§ **Exercise requirements**: Please write out exactly the lines of the data below from the line holding "function fillPath(path, color)" through the line holding "const shape = rows", and leave out the rest.

§ **Data listing**:
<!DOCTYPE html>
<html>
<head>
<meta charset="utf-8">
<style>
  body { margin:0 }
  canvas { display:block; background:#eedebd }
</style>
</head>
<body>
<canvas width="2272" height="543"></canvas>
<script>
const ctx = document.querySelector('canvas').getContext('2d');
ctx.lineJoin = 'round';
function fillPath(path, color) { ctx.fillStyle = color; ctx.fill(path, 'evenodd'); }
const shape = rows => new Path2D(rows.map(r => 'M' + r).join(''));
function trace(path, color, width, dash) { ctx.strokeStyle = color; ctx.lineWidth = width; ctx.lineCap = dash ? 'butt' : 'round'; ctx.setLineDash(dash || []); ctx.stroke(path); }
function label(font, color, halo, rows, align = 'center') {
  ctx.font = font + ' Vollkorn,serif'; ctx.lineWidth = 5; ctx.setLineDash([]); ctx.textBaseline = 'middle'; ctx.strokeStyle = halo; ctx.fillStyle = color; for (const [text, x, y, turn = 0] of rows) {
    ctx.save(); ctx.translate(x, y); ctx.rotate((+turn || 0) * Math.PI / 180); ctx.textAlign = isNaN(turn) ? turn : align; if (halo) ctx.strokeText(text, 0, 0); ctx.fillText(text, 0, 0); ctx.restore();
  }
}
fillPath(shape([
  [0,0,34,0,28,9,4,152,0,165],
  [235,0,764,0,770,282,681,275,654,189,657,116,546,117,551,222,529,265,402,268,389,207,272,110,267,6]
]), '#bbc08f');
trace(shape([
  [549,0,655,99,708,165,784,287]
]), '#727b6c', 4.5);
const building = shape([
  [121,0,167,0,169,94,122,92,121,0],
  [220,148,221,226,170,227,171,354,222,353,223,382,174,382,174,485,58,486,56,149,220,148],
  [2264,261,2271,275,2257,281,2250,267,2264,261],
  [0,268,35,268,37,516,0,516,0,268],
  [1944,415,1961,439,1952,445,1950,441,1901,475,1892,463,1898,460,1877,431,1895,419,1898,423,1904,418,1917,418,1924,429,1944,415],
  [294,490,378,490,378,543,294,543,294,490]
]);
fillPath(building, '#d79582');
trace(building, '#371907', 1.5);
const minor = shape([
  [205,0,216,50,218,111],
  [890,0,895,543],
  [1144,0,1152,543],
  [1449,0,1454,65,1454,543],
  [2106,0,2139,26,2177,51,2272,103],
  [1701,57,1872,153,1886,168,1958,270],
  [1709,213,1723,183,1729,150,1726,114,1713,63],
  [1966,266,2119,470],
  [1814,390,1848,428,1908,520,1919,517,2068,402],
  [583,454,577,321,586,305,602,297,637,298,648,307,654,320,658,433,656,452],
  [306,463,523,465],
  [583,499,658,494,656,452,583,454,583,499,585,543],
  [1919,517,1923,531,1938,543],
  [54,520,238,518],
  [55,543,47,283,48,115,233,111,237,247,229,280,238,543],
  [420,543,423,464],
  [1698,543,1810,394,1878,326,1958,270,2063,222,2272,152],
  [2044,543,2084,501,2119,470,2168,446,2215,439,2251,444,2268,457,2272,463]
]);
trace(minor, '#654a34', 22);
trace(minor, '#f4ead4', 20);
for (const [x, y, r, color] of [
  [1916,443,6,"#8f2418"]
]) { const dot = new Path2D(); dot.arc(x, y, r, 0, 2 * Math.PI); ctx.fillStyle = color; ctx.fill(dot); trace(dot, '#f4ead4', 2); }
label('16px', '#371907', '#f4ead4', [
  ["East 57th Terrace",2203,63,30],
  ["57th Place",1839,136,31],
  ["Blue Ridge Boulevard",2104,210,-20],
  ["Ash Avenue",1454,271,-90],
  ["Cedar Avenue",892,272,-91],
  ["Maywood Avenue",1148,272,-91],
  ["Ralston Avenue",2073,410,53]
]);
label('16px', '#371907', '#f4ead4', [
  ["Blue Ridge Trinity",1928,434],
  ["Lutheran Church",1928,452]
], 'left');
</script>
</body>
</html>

§ **Response to this task**:
function fillPath(path, color) { ctx.fillStyle = color; ctx.fill(path, 'evenodd'); }
const shape = rows => new Path2D(rows.map(r => 'M' + r).join(''));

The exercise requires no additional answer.